## WHAT TO WORK ON
Pictures are not part of the copy; retype all the records below exactly.
┄┄┄┄┄┄┄┄┄┄┄┄┄┄┄┄┄┄┄┄
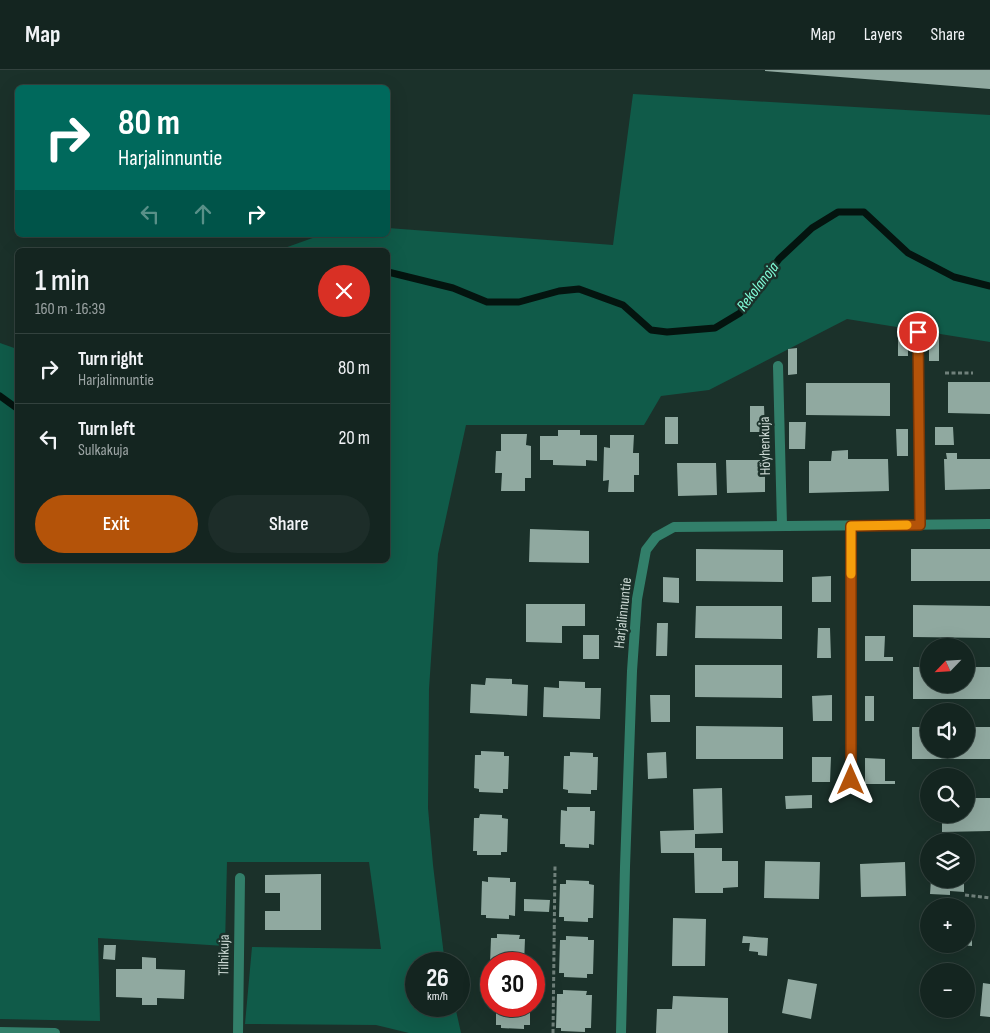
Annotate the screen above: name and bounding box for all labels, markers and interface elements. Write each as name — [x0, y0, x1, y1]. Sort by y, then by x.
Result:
text: Map — [25, 20, 60, 49]
text: Map — [811, 24, 836, 45]
text: Layers — [864, 24, 903, 45]
text: Share — [931, 24, 965, 45]
text: 80 m — [118, 102, 180, 145]
icon: right — [35, 105, 100, 170]
text: Harjalinnuntie — [118, 145, 222, 172]
icon: left — [136, 200, 164, 228]
icon: ahead — [189, 200, 217, 228]
icon: right — [242, 200, 270, 228]
water label: Rekolanoja — [733, 258, 783, 315]
text: 1 min — [35, 263, 90, 299]
button: close — [318, 265, 370, 317]
text: 160 m · 16:39 — [35, 300, 105, 319]
pin — [897, 311, 939, 353]
icon: arrive — [904, 318, 932, 346]
text: Turn right — [78, 348, 143, 371]
icon: right — [35, 355, 63, 383]
text: 80 m — [338, 357, 370, 380]
text: Harjalinnuntie — [78, 371, 154, 390]
street label: Höyhenkuja — [755, 416, 775, 476]
text: Turn left — [78, 418, 135, 441]
icon: left — [35, 425, 63, 453]
text: 20 m — [338, 427, 370, 450]
text: Sulkakuja — [78, 441, 129, 460]
button: Exit — [35, 495, 198, 553]
button: Share — [208, 495, 370, 553]
street label: Harjalinnuntie — [610, 577, 636, 649]
north arrow — [920, 638, 975, 692]
map controls — [920, 638, 975, 1018]
button: sound — [920, 703, 975, 758]
position arrow — [824, 753, 876, 805]
button: search — [920, 768, 975, 823]
button: layers — [920, 833, 975, 888]
button: + — [920, 898, 975, 953]
street label: Tilhikuja — [214, 934, 234, 976]
speed limit sign: 30 — [480, 952, 545, 1017]
text: 26 — [426, 963, 449, 994]
button: − — [920, 963, 975, 1018]
text: km/h — [427, 989, 448, 1004]

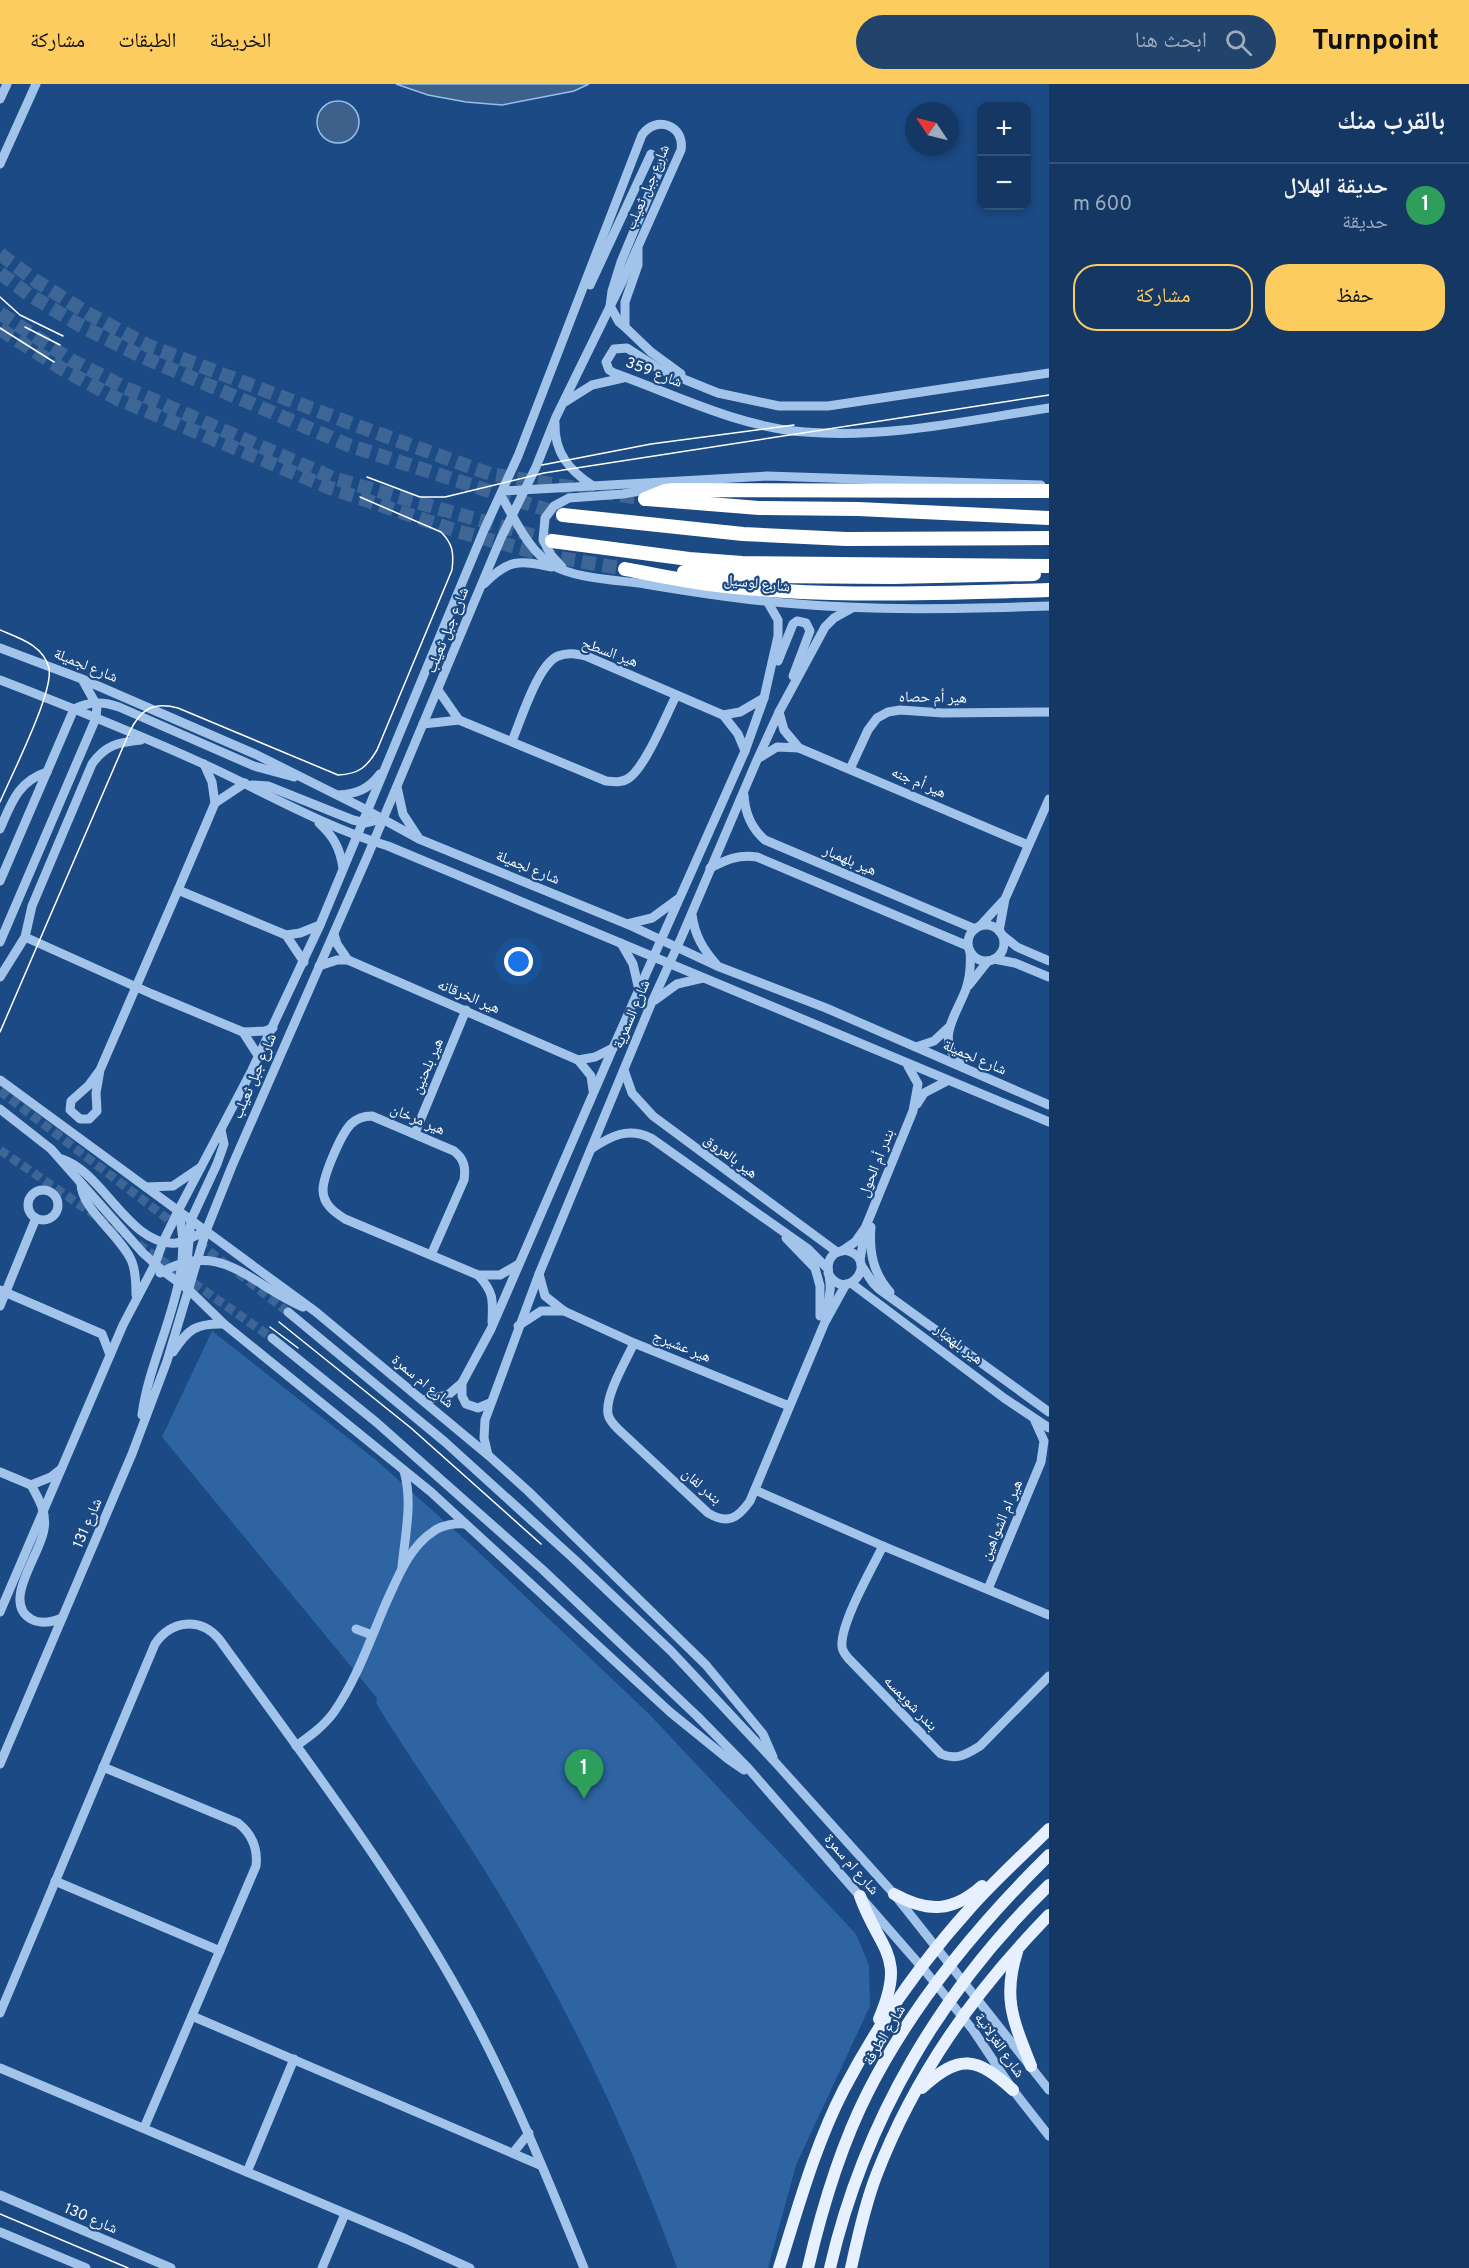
┄┄┄┄┄┄┄┄┄┄┄┄┄┄┄┄┄┄┄┄
## TASK RESULT
Annotate the screen above: name and bounding box for all labels, markers and interface elements. Write each as name — [x0, y0, x1, y1]. Sort by y, then by x.
Result:
text: Map — [25, 20, 60, 49]
text: Map — [811, 24, 836, 45]
text: Layers — [864, 24, 903, 45]
text: Share — [931, 24, 965, 45]
text: 80 m — [118, 102, 180, 145]
icon: right — [35, 105, 100, 170]
text: Harjalinnuntie — [118, 145, 222, 172]
icon: left — [136, 200, 164, 228]
icon: ahead — [189, 200, 217, 228]
icon: right — [242, 200, 270, 228]
water label: Rekolanoja — [733, 258, 783, 315]
text: 1 min — [35, 263, 90, 299]
button: close — [318, 265, 370, 317]
text: 160 m · 16:39 — [35, 300, 105, 319]
pin — [897, 311, 939, 353]
icon: arrive — [904, 318, 932, 346]
text: Turn right — [78, 348, 143, 371]
icon: right — [35, 355, 63, 383]
text: 80 m — [338, 357, 370, 380]
text: Harjalinnuntie — [78, 371, 154, 390]
street label: Höyhenkuja — [755, 416, 775, 476]
text: Turn left — [78, 418, 135, 441]
icon: left — [35, 425, 63, 453]
text: 20 m — [338, 427, 370, 450]
text: Sulkakuja — [78, 441, 129, 460]
button: Exit — [35, 495, 198, 553]
button: Share — [208, 495, 370, 553]
street label: Harjalinnuntie — [610, 577, 636, 649]
north arrow — [920, 638, 975, 692]
map controls — [920, 638, 975, 1018]
button: sound — [920, 703, 975, 758]
position arrow — [824, 753, 876, 805]
button: search — [920, 768, 975, 823]
button: layers — [920, 833, 975, 888]
button: + — [920, 898, 975, 953]
street label: Tilhikuja — [214, 934, 234, 976]
speed limit sign: 30 — [480, 952, 545, 1017]
text: 26 — [426, 963, 449, 994]
button: − — [920, 963, 975, 1018]
text: km/h — [427, 989, 448, 1004]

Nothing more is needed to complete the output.